The Sheer Beauty of a Middle Class Upbringing!
We lived and grew up in Hauz Khas, one of the poshest localities in Delhi, in one of those old houses with big terraces and verandah both at the entrance and the backyard where my grandfather would sit reading his newspaper soaking in the winter sun and my father telling me tales of phantom from the cartoon section. But we were far from being rich. It was all thanks to my grandfather’s farsightedness that he bought a house there when it was, as we hear a jungle and nothing else.
A Bajaj scooter is what we had to take all four of us (papa, ma, my brother and I) and a sleeper class bogie for travelling in summer holidays to nana’s house. The fun here was fighting with my brother to grab that coveted spot of standing behind the scooter handle while papa rode and memorising each station as the train went past each one of them.
We were a happy, crazy and chirpy bunch of a dozen cousins under the same roof with super creative minds put perfectly to use whether to play pranks, that I now think were award winning or to put together shows of all nature for everyone in the colony, a marathon, a fancy dress, a flop badminton cup, magic show, quiz show, a dance show, a summer club and what not. Our meagre pocket monies would hardly suffice for our genius ideas so we unapologetically resorted to ‘chandas’ (donation) from sleepy neighbours during hot afternoons after school. Many of them happily obliged with Rs 10 from their pockets.

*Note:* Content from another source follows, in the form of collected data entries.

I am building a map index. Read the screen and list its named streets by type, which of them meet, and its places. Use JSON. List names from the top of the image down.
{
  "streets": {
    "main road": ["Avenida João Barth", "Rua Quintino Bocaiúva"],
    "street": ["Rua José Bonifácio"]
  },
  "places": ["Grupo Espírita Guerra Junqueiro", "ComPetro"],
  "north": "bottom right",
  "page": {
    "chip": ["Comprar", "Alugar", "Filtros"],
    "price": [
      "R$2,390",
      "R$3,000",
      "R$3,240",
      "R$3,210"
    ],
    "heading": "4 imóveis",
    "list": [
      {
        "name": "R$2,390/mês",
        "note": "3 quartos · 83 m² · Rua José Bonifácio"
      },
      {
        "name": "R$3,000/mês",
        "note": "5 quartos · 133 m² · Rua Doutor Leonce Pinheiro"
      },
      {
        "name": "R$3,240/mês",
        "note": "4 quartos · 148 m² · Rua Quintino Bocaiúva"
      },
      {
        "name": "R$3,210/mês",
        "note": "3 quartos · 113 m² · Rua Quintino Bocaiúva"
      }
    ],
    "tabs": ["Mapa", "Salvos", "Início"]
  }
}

Chocolates, chips, pastries and cold drinks were things of rarity for which we desperately waited for birthdays in the house or neighbourhood. We got all that and chowmein too on a paper plate. But because we never got these too often, we relished and savoured them to the last bite or sip. Can’t explain the joy we derived.
Festivals were the best days! Even the smaller ones were keenly looked forward to like Bhai Duj where all we kids lined up with our brand new pens drawing Om on pieces of paper and Janmashthmi when mouth watering home made sweets awaited us at midnight and we all excitedly made our way to the brightly lit temple we went to every year and oh yes those replicas we made of Lord Krishna’s home! Diwali was all about pretty new clothes, lighting diyas and crackers and Holi, about getting drenched in colours and dancing like hooligans.

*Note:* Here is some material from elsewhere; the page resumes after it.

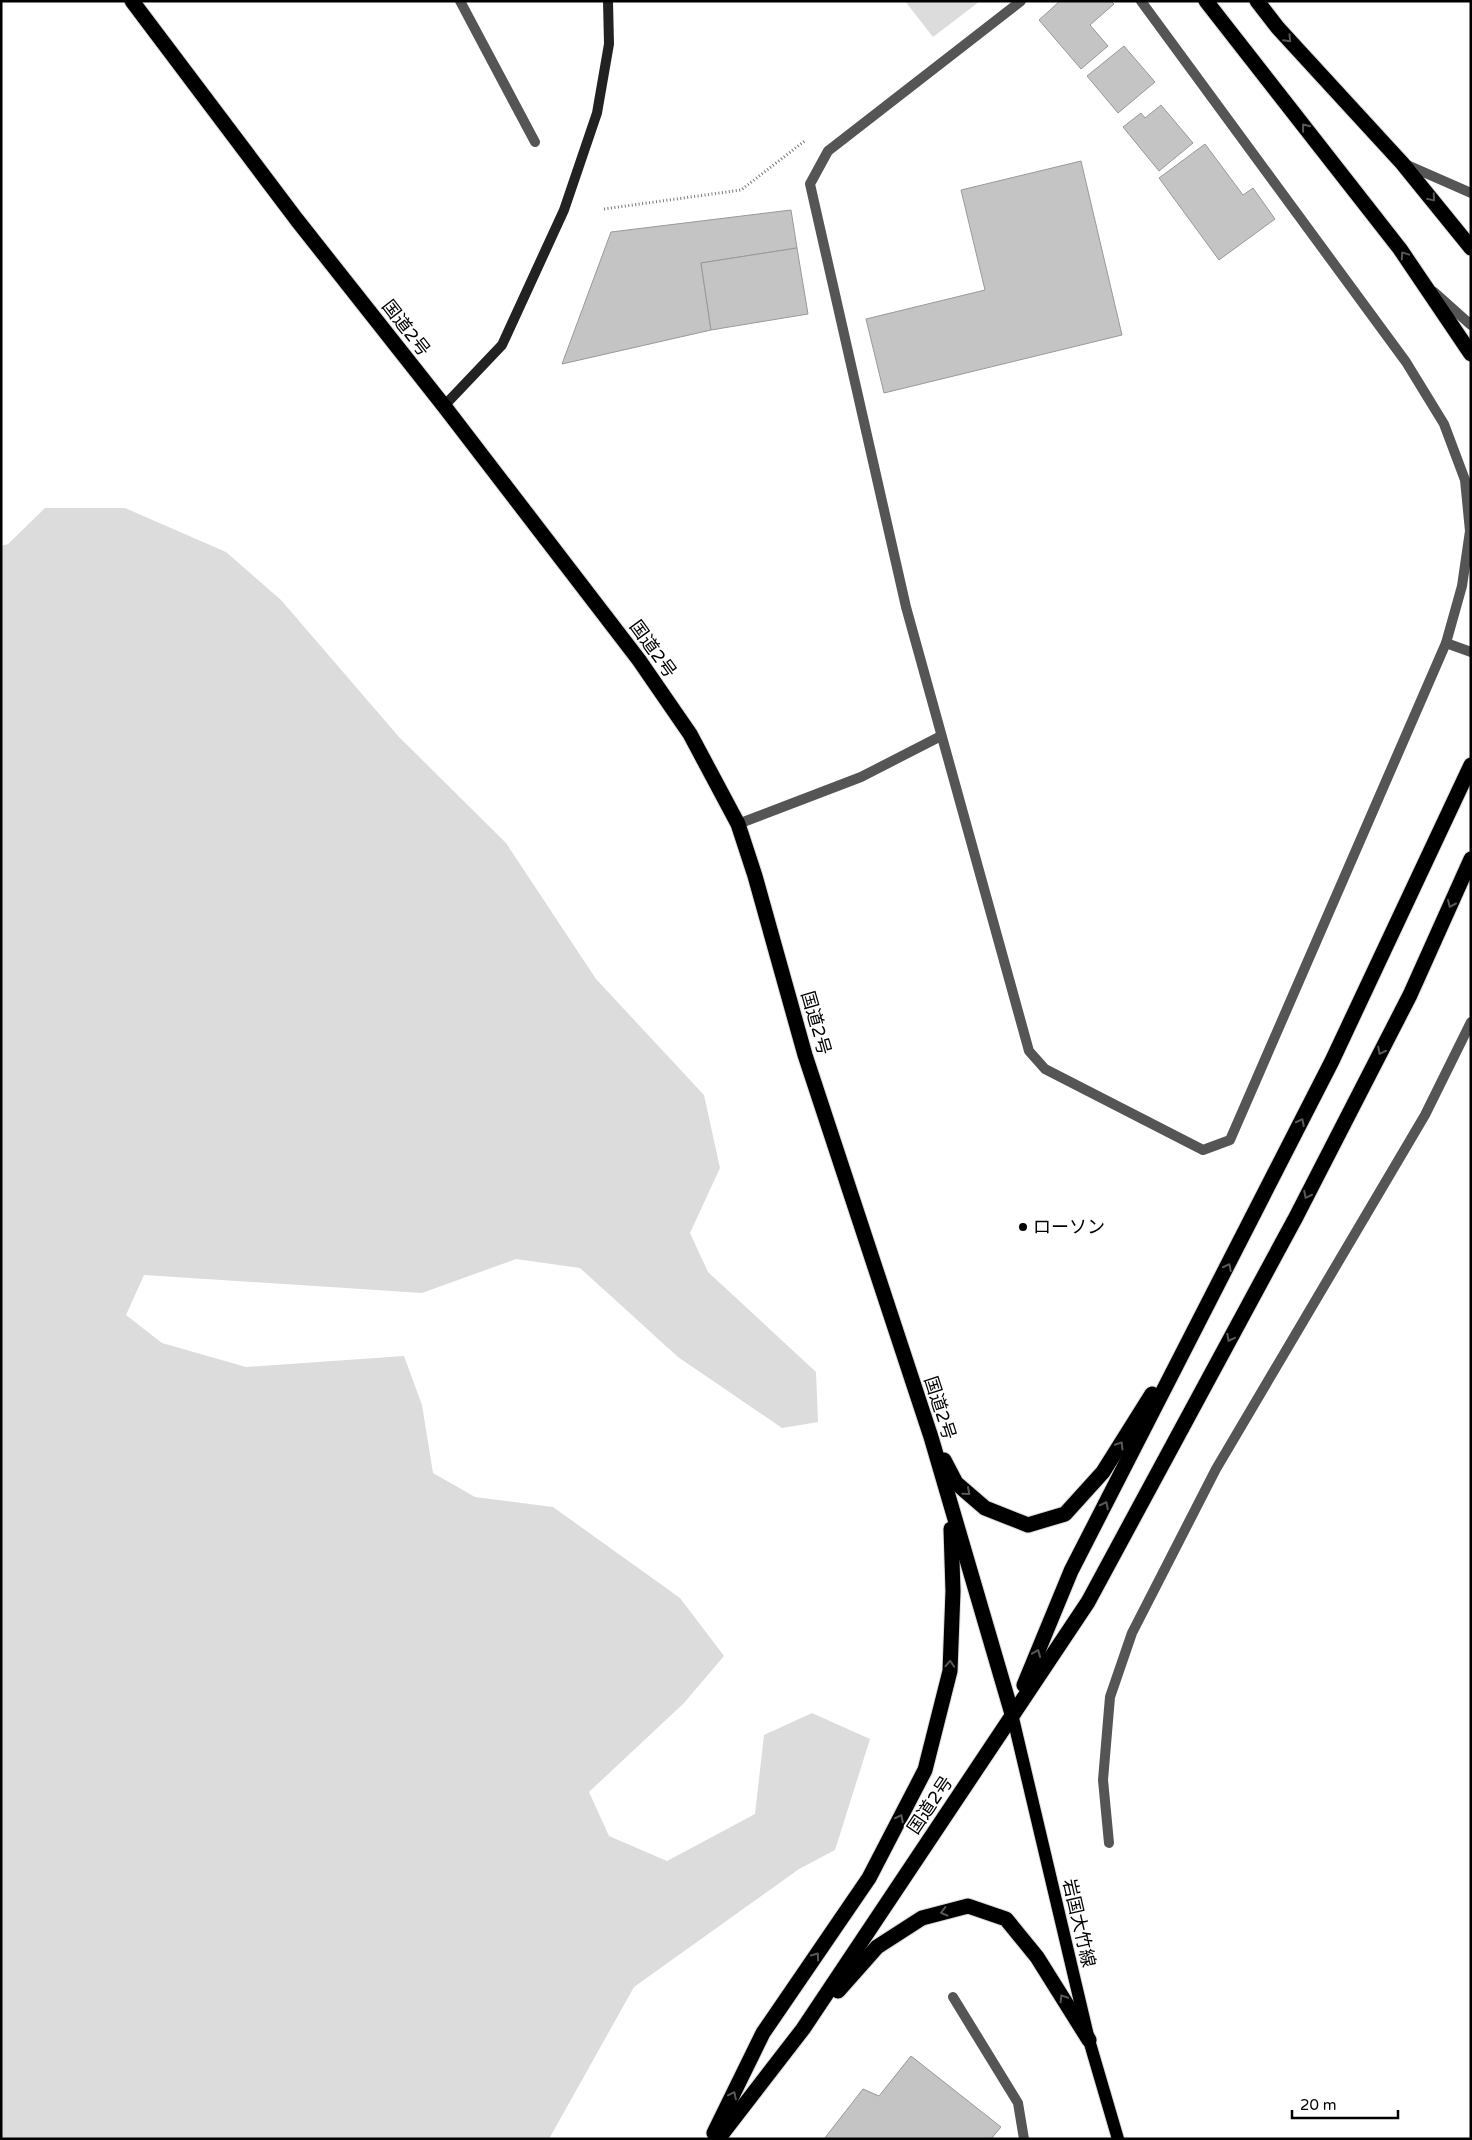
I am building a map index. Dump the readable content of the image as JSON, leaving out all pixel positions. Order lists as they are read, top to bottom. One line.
{"streets":{"highway":["国道2号"],"main road":["岩国大竹線"]},"crossings":[["国道2号","岩国大竹線"]],"places":["ローソン"],"scale_bar":"20 m"}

I must mention the dresses I wore since I was born were almost all of them custom made, yes, my mother designed and stitched them all. Frills and laces, they had it all.
I couldn’t have had a better childhood. It was great despite the modest means. The secret to my almost perpetual happiness now is the fact that every time I get hold of what may seem small for everyone else is big for me and that gives me colossal joy.
Flying in the aeroplane seemed just a fantasy, forget ever travelling abroad, a dress from that glittering mall was just wishful thinking and that fancy mobile phone which your friend brought in college when mobiles first launched were but out of reach but now its all real. It’s all happening. With my own money!
My achievements are my own.
If I were born with a silver spoon, that sweet feeling of a take off every time and flying over a bed of clouds wouldn’t be the most exciting thing ever,
And those butterflies wouldn’t be dancing in frenzy in my stomach every time I land in an unexplored part of the world.
That first sight of New York wouldn’t have been so emotional, it was after all but just an unachievable dream city.
Those bags of luxury brands wouldn’t have been filled with pride to the brim. Did I just afford that, is the question I asked myself smiling.
That swanky watch I finally bought wouldn’t have told me that this time, was now mine.
And that pretty mobile phone wouldn’t have shown me I can now dial into my life the way I want to.
That meal in a 5 star wouldn’t have been so delicious.
If I were born with a silver spoon life wouldn’t have given me so many reasons to cheer about!